De marketeer kan daarom juist de verpakking aangrijpen om een milieuvriendelijke boodschap te vertellen en moet daarom vroegtijdig bij de transformatie betrokken raken. Hierdoor kan hij of zij zich meer verdiepen in het onderwerp en begrijpen wat het inhoudt als je duurzame verpakkingen in de markt wil zetten. 

3. Beleidsbepalers moeten de juiste technologie kiezen

Wanneer je op zoek gaat naar alternatieven, staat de verpakker ook nog een uitdaging op technologisch gebied. Want welke verpakking werkt nou het beste en welke is nou echt duurzaam? Wanneer je besluit om de plasticverpakkingen van groente en fruit af te halen, dan bederven ze sneller en wordt eten weggegooid.
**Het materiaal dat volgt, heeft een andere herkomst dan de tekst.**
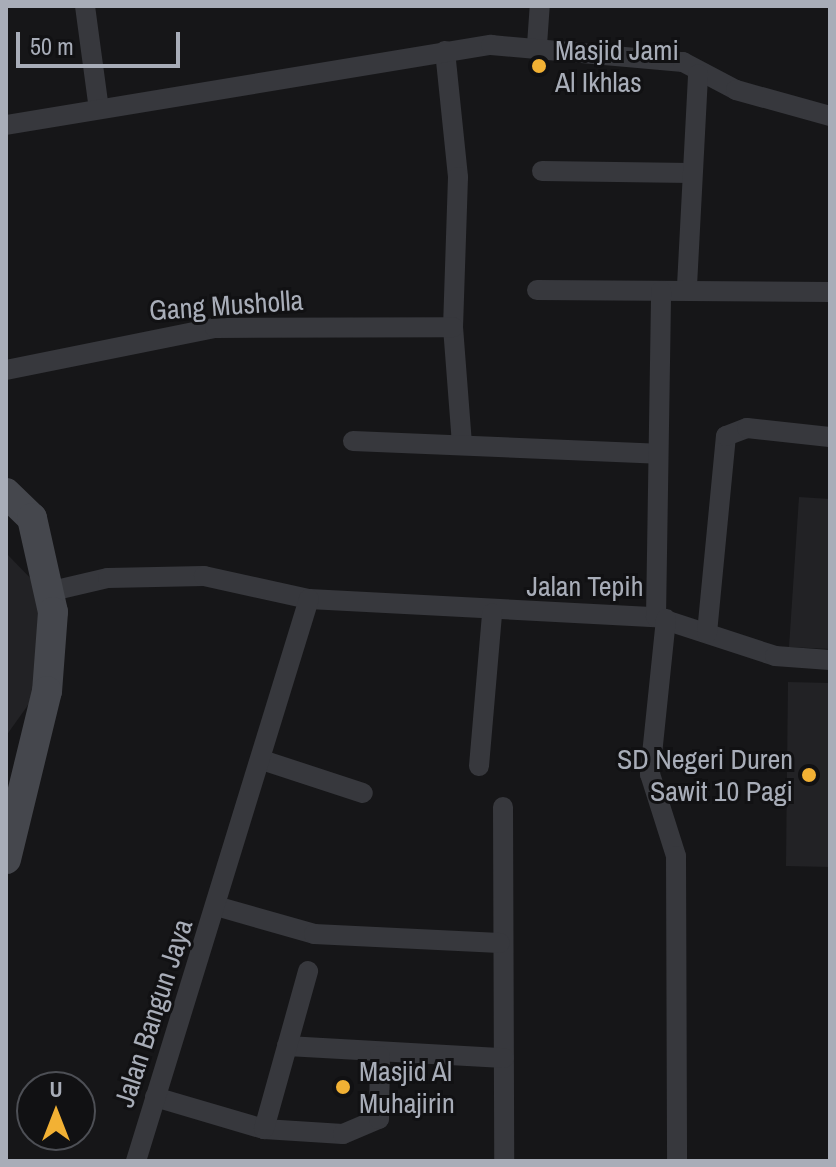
<!DOCTYPE html>
<style>
body{margin:0}
#map{position:relative;width:836px;height:1167px;overflow:hidden;background:#161618;font-family:"Archivo Narrow",sans-serif}
div>[style]{position:absolute}
[style*='--x']{left:calc(var(--x)*1px);top:calc(var(--y)*1px);width:calc(var(--w)*1px);rotate:calc(var(--a)*1deg)}
.built>*{inset:0;background:#222225}
.street>*{height:20px;margin:-10px;padding:0 10px;transform-origin:10px;border-radius:10px;background:#37383d}
.secondary>*{height:30px;margin:-15px;padding:0 15px;transform-origin:15px;border-radius:15px;background:#45474d}
.dots>*{width:22px;height:22px;translate:-50% -50%;box-sizing:border-box;border:4px solid #111113;border-radius:50%}
span{translate:-50% -50%;white-space:nowrap;text-align:center;line-height:1.15;-webkit-text-stroke:6px #111113;paint-order:stroke}
.poi-label{font-size:28px;color:#a8adb8}
.left{translate:0 -50%;text-align:left}
.right{translate:-100% -50%;text-align:right}
.street-label{font-size:28px;color:#a8adb8}
.frame{position:absolute;inset:0;border:8px solid #a8adb8;pointer-events:none}
.north{position:absolute;left:16px;top:1071px;width:80px;height:80px;box-sizing:border-box;background:#111113;border:2px solid #4d4f55;border-radius:50%;rotate:0deg;font-size:22px;font-weight:700;line-height:32px;text-align:center;color:#a8adb8}
.north::after{content:'';display:block;margin:auto;width:28px;height:36px;background:#f2b134;clip-path:polygon(50% 0,100% 100%,50% 72%,0 100%)}
.scale{position:absolute;left:16px;top:32px;width:164px;height:36px;box-sizing:border-box;border:4px solid #a8adb8;border-top:0;padding-left:10px;font-size:24px;line-height:28px;white-space:nowrap;color:#a8adb8;-webkit-text-stroke:6px #111113;paint-order:stroke}
</style>
<div id="map">
<div class="built">
<i style="clip-path:polygon(799px 497px,830px 499px,830px 649px,789px 647px)"></i>
<i style="clip-path:polygon(6px 553px,39px 587px,38px 691px,6px 736px)"></i>
<i style="clip-path:polygon(788px 682px,830px 683px,830px 867px,786px 866px)"></i>
</div>
<div class="street">
<i style="--x:85;--y:6;--w:104;--a:82.3"></i>
<i style="--x:537;--y:45;--w:39;--a:-86"></i>
<i style="--x:445;--y:51;--w:127;--a:84.1"></i>
<i style="--x:458;--y:177;--w:150;--a:91.9"></i>
<i style="--x:453;--y:327;--w:118;--a:85.6"></i>
<i style="--x:6;--y:125;--w:492;--a:-9.4"></i>
<i style="--x:491;--y:45;--w:193;--a:5.1"></i>
<i style="--x:683;--y:62;--w:60;--a:27.8"></i>
<i style="--x:736;--y:90;--w:98;--a:15.5"></i>
<i style="--x:542;--y:171;--w:149;--a:0.8"></i>
<i style="--x:687;--y:286;--w:212;--a:-87"></i>
<i style="--x:537;--y:290;--w:293;--a:0.4"></i>
<i style="--x:6;--y:370;--w:213;--a:-11.4"></i>
<i style="--x:215;--y:328;--w:238;--a:-0.2"></i>
<i style="--x:353;--y:441;--w:305;--a:2.4"></i>
<i style="--x:52;--y:591;--w:57;--a:-13.1"></i>
<i style="--x:108;--y:578;--w:96;--a:-1.2"></i>
<i style="--x:204;--y:576;--w:107;--a:12.4"></i>
<i style="--x:309;--y:599;--w:347;--a:3"></i>
<i style="--x:656;--y:617;--w:125;--a:18.1"></i>
<i style="--x:775;--y:656;--w:55;--a:4.2"></i>
<i style="--x:656;--y:617;--w:326;--a:-89.1"></i>
<i style="--x:666;--y:619;--w:156;--a:95.9"></i>
<i style="--x:650;--y:774;--w:86;--a:72.4"></i>
<i style="--x:676;--y:856;--w:305;--a:89.8"></i>
<i style="--x:707;--y:633;--w:198;--a:-84.5"></i>
<i style="--x:726;--y:436;--w:22;--a:-21"></i>
<i style="--x:747;--y:428;--w:83;--a:6.2"></i>
<i style="--x:262;--y:760;--w:106;--a:18.1"></i>
<i style="--x:479;--y:766;--w:153;--a:-85.1"></i>
<i style="--x:503;--y:807;--w:354;--a:89.8"></i>
<i style="--x:216;--y:906;--w:102;--a:15.9"></i>
<i style="--x:314;--y:934;--w:186;--a:2.8"></i>
<i style="--x:287;--y:1046;--w:217;--a:3.2"></i>
<i style="--x:155;--y:1097;--w:114;--a:16.4"></i>
<i style="--x:264;--y:1129;--w:79;--a:3.6"></i>
<i style="--x:343;--y:1134;--w:39;--a:-23"></i>
<i style="--x:379;--y:1119;--w:63;--a:-89.1"></i>
<i style="--x:264;--y:1129;--w:164;--a:-74.4"></i>
<i style="--x:136;--y:1161;--w:588;--a:-72.89"></i>
</div>
<div class="secondary">
<i style="--x:6;--y:493;--w:36;--a:44"></i>
<i style="--x:32;--y:518;--w:96;--a:77.4"></i>
<i style="--x:53;--y:612;--w:79;--a:94.3"></i>
<i style="--x:47;--y:691;--w:173;--a:103.7"></i>
</div>
<div class="dots">
<i style="left:539px;top:66px;background:#f2b134"></i>
<i style="left:809px;top:775px;background:#f2b134"></i>
<i style="left:343px;top:1087px;background:#f2b134"></i>
</div>
<div class="poi-label">
<span class="left" style="left:555px;top:66px">Masjid Jami<br>Al Ikhlas</span>
<span class="right" style="left:793px;top:775px">SD Negeri Duren<br>Sawit 10 Pagi</span>
<span class="left" style="left:359px;top:1087px">Masjid Al<br>Muhajirin</span>
</div>
<div class="street-label">
<span style="left:226px;top:305px;rotate:-4deg">Gang Musholla</span>
<span style="left:585px;top:586px">Jalan Tepih</span>
<span style="left:153px;top:1013px;rotate:-72deg">Jalan Bangun Jaya</span>
</div>
<div class="frame"></div>
<div class="north">U</div>
<div class="scale">50 m</div>
</div>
Ook niet bepaald duurzaam. Dus wat is dan wel een efficiënte en duurzaam alternatief? 

De verpakker moet leren alternatieven naast elkaar te zetten en op basis van de impact een keuze te maken. Het is daarbij zinvol om echt objectief advies in te winnen. 

Inkopers en accountmanagers raken nu veelal in de war en dat komt vaak doordat leveranciers het hardste roepen over hun fantastische oplossingen. Denk bijvoorbeeld aan de composteerbare verpakking; veel leveranciers vertellen afnemers dat dit een goed alternatief is, maar in Nederland worden deze verpakkingen helemaal niet afgebroken / gecomposteerd. 

Bedrijven moeten meer wegwijs gemaakt worden en experts in de industrie moeten richtlijnen en handvatten bieden. Alles wat nodig is om stappen te zetten op het gebied van duurzamer verpakken, is het opstellen van een strategie – en daar vervolgens ook niet meer afwijken.